=== Supplied records ===
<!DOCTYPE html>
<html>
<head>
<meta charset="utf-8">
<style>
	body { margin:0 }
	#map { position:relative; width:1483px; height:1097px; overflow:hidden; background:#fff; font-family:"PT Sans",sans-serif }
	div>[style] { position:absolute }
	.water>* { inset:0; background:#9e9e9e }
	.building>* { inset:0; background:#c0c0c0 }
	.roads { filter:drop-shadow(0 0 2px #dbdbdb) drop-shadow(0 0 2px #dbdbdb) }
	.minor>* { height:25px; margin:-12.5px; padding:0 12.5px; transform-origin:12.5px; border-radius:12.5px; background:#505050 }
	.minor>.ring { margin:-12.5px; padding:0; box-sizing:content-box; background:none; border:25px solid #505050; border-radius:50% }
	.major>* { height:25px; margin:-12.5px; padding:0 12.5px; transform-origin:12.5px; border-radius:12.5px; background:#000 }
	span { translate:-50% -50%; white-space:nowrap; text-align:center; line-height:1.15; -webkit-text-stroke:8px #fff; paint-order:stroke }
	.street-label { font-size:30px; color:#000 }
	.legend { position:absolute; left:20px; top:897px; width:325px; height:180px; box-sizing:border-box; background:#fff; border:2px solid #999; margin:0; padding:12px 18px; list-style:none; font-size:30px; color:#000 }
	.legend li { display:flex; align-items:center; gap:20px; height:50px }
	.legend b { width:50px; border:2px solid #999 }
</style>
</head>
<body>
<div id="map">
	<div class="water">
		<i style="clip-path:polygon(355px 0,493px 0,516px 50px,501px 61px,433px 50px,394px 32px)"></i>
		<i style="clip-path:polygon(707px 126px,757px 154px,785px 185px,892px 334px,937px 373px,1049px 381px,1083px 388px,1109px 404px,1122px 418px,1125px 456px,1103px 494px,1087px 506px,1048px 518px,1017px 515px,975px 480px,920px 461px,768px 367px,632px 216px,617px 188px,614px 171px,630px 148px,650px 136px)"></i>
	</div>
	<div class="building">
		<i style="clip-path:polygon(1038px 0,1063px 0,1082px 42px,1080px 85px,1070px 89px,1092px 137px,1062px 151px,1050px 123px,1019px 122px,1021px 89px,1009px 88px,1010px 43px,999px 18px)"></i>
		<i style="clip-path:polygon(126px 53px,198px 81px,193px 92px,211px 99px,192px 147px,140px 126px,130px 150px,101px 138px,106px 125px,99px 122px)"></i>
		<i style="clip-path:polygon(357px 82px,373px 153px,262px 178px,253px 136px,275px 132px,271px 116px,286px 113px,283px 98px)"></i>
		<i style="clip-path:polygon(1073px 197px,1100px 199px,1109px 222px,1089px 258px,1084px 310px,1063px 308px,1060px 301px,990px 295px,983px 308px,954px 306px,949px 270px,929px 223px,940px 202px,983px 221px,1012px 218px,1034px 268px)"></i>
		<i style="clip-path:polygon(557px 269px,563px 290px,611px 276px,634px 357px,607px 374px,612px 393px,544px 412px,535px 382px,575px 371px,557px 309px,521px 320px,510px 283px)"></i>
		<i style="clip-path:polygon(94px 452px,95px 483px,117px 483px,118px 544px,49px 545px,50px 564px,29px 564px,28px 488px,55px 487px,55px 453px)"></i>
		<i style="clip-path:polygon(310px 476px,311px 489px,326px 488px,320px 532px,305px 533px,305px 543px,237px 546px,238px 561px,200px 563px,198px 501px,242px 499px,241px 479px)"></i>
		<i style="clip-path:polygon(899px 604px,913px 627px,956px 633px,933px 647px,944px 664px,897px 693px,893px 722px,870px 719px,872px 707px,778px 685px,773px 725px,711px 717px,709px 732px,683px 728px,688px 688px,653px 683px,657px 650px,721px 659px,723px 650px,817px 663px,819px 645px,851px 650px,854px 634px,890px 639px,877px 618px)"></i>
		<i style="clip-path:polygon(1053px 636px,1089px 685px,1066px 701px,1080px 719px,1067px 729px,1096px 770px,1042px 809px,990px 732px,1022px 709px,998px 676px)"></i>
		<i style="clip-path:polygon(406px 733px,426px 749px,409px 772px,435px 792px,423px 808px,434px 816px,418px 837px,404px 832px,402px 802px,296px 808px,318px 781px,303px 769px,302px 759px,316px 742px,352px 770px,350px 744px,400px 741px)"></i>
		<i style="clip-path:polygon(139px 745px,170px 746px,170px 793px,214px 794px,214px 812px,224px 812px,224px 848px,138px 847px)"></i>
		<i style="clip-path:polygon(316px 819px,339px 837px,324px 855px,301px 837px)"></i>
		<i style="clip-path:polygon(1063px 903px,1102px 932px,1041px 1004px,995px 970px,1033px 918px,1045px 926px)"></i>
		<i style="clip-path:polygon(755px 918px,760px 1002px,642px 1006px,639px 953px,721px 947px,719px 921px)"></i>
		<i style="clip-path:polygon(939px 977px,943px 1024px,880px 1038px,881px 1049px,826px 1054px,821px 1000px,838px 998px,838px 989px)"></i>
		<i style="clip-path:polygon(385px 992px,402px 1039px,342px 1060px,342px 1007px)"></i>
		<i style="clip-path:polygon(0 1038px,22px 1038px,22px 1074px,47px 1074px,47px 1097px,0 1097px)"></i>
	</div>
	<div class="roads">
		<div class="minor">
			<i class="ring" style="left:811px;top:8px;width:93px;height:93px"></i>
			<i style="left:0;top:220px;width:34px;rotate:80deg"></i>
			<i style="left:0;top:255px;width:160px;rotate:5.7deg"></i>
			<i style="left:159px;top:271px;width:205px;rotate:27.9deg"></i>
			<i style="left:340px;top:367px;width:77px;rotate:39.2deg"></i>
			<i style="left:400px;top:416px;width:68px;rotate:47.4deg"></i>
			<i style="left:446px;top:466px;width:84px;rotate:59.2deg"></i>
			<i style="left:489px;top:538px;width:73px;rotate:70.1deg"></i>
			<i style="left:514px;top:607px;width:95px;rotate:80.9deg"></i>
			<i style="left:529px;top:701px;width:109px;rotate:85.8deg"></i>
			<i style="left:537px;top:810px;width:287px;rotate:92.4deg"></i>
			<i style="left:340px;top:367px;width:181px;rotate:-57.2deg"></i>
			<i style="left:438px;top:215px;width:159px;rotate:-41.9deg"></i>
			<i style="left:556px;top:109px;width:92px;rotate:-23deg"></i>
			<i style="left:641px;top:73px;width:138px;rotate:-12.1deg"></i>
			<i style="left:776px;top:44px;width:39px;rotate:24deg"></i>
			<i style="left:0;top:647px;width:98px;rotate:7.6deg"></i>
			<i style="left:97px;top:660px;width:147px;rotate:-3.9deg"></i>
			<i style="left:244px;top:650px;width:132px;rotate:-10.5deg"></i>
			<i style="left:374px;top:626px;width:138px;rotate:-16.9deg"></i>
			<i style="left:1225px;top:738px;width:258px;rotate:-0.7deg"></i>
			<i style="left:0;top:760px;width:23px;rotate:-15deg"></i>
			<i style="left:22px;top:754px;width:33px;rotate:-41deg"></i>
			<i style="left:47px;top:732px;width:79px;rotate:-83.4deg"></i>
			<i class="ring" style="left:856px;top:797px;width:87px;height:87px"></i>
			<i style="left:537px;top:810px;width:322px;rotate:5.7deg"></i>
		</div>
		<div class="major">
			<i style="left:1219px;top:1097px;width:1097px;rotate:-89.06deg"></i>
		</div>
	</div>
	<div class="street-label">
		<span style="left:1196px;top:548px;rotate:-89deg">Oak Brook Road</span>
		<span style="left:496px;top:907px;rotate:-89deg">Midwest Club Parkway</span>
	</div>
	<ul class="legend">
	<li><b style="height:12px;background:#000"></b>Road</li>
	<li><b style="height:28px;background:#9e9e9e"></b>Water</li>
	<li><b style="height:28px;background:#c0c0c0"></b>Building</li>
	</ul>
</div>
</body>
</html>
===
**Task:**
Please copy only the lines between the first line of the entries and the line with "filter:drop-shadow(0 0 2px", keeping those two end lines as well, exactly as written.

**Answer box:**
<!DOCTYPE html>
<html>
<head>
<meta charset="utf-8">
<style>
	body { margin:0 }
	#map { position:relative; width:1483px; height:1097px; overflow:hidden; background:#fff; font-family:"PT Sans",sans-serif }
	div>[style] { position:absolute }
	.water>* { inset:0; background:#9e9e9e }
	.building>* { inset:0; background:#c0c0c0 }
	.roads { filter:drop-shadow(0 0 2px #dbdbdb) drop-shadow(0 0 2px #dbdbdb) }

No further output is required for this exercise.